Friday March 3, 2023
Editorial Cartoon by Graeme MacKay, The Hamilton Spectator – Friday March 3, 2023
Did foreigners interfere in Canada’s elections? Don’t expect politicians to sort it out
The best argument so far for an independent inquiry into foreign election interference in Canada has come from the least independent voices in this escalating furor — politicians and members of Parliament.
A hearing at a Commons committee on Wednesday vividly proved the point. National security discussions should come with a warning label — don’t try this at home. Or more accurately, don’t try this in the House.
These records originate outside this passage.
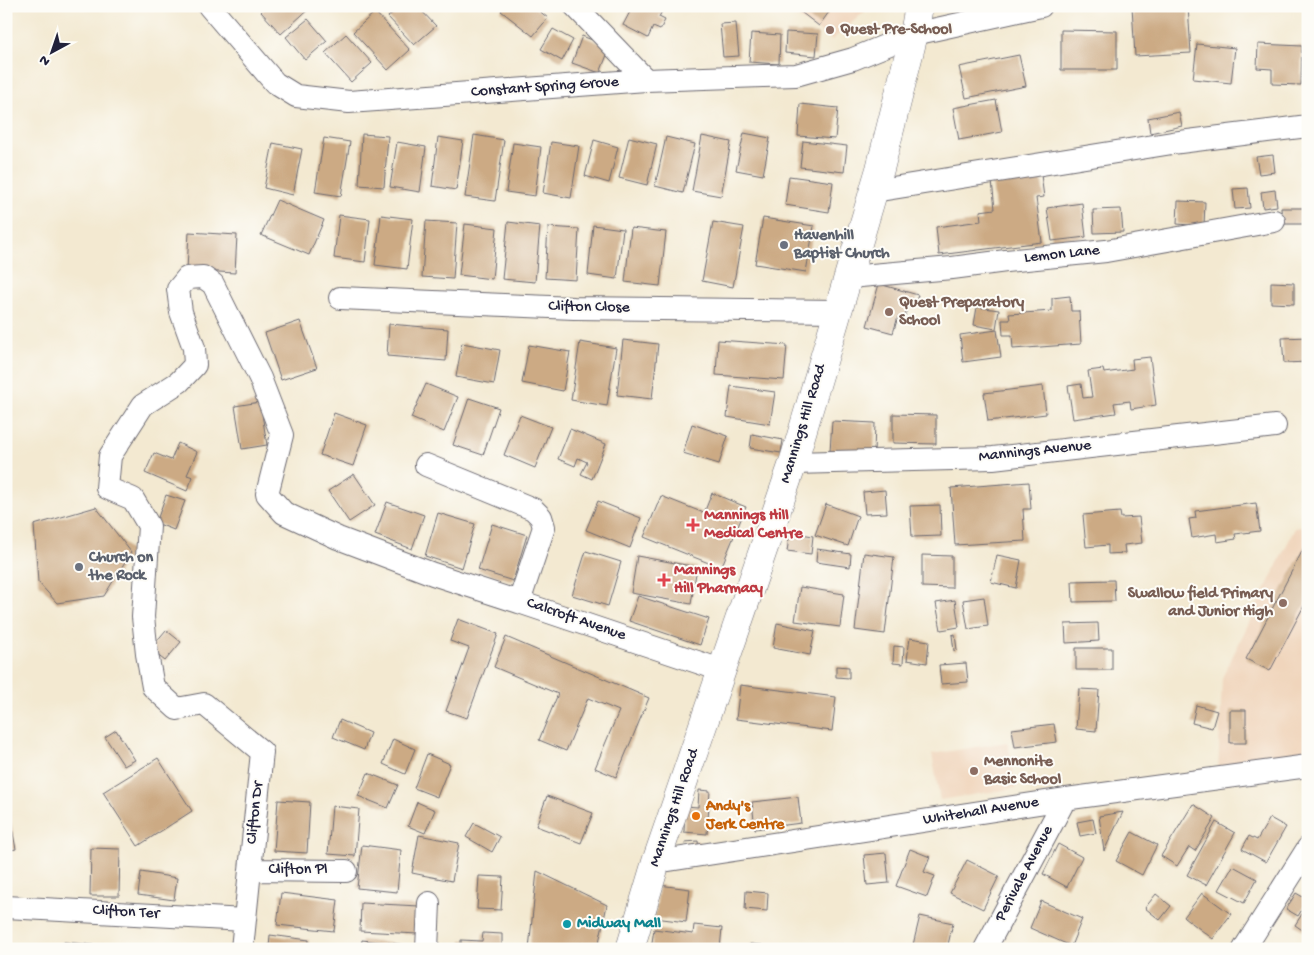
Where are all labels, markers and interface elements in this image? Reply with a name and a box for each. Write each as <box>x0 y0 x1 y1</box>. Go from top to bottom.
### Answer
place label: Quest Pre-School <box>840 21 953 40</box>
marker: Quest Pre-School <box>824 24 836 36</box>
north arrow <box>28 28 78 78</box>
text: N <box>36 51 54 69</box>
street label: Constant Spring Grove <box>470 73 620 103</box>
place label: Havenhill Baptist Church <box>793 227 890 264</box>
marker: Havenhill Baptist Church <box>778 239 790 251</box>
street label: Lemon Lane <box>1023 242 1101 268</box>
place label: Quest Preparatory School <box>899 294 1024 331</box>
street label: Clifton Close <box>548 298 631 318</box>
marker: Quest Preparatory School <box>883 306 895 318</box>
street label: Mannings Hill Road <box>777 361 832 486</box>
street label: Mannings Avenue <box>978 437 1093 467</box>
place label: Mannings Hill Medical Centre <box>704 507 804 544</box>
marker: Mannings Hill Medical Centre <box>686 518 700 532</box>
place label: Church on the Rock <box>87 549 154 586</box>
marker: Church on the Rock <box>73 561 85 573</box>
place label: Mannings Hill Pharmacy <box>674 562 763 599</box>
marker: Mannings Hill Pharmacy <box>658 574 670 586</box>
place label: Swallow field Primary and Junior High <box>1128 584 1273 622</box>
street label: Calcroft Avenue <box>524 594 629 646</box>
marker: Swallow field Primary and Junior High <box>1277 597 1289 609</box>
street label: Mannings Hill Road <box>646 745 705 869</box>
place label: Mennonite Basic School <box>983 753 1062 790</box>
marker: Mennonite Basic School <box>968 765 980 777</box>
street label: Clifton Dr <box>243 779 269 845</box>
street label: Whitehall Avenue <box>922 793 1041 831</box>
place label: Andy's Jerk Centre <box>705 798 785 835</box>
marker: Andy's Jerk Centre <box>690 810 702 822</box>
street label: Perivale Avenue <box>991 822 1059 926</box>
street label: Clifton Pl <box>268 861 328 880</box>
street label: Clifton Ter <box>92 902 161 924</box>
place label: Midway Mall <box>577 915 661 934</box>
marker: Midway Mall <box>561 918 573 930</box>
It comes down simply to this: the question of whether foreign actors have been meddling in Canadian elections is simply too important to be litigated by the people who were players in those elections, with vested interests. That goes for all the political parties: the governing Liberals and their opposition rivals.
Opposition parties are in fact on side with the idea of some independent inquiry, though Conservative leader Pierre Poilievre also wants MPs to continue their Commons committee investigation, such as it is right now.
“We cannot allow this affair to simply go up in smoke with a secret private investigation, it must be public so that Canadians know exactly what is going on,” Poilievre told reporters on Wednesday. “We cannot shut those parliamentary inquiries down with a promise that in two years there will be some report on a public inquiry.”
But if Wednesday’s Commons hearings were any indication, Canadians aren’t going to get many answers from the political arena. Justin Trudeau’s national security adviser, Jody Thomas, explained as much during her testimony.
“We cannot talk about national security information in a public forum,” said Jody Thomas, who stared down this committee with the same, flat, no-nonsense tone she brought to last fall’s public inquiry into the “freedom convoy.” Thomas said at those hearings that she was one of the influential advisers saying yes to a declaration of emergency on the convoy last winter. On Wednesday, she made clear she’s one of the people on the inside arguing against a wide-open public inquiry.
A lot of the back and forth between MPs, Thomas and other senior security officials testifying on Wednesday proved the national security adviser’s point. MPs — who do come from political parties — were gamely trying to get the security people to say how much political parties were in the loop about possible election threats in 2019 and 2022.
Sorry, the politicians were told — that’s top secret. (Though the officials did manage to reveal that the RCMP is not investigating any of the allegations surfacing in the media of late, which is significant.)
The problem with politicians looking into political interference is that they’re not the ones who need to be reassured that Canadian elections are free and fair. It’s the voting public, and the news on that right now is not good.
An Angus Reid poll released this week showed that a disturbing two-thirds of Canadians believed that China either definitely or probably tried to influence the past two elections in Canada. An even more disturbing 42 per cent of past Conservative voters were inclined to believe the elections had been “stolen.” Sound familiar?
That means that the horse is already out of the barn on this one. Reassurances from the Liberal government will just feed the cynicism of non-Liberal voters, while opposition’s continuing attempts to cry foul could make those parties sound like they have an axe to grind — a pox on all their houses, in other words.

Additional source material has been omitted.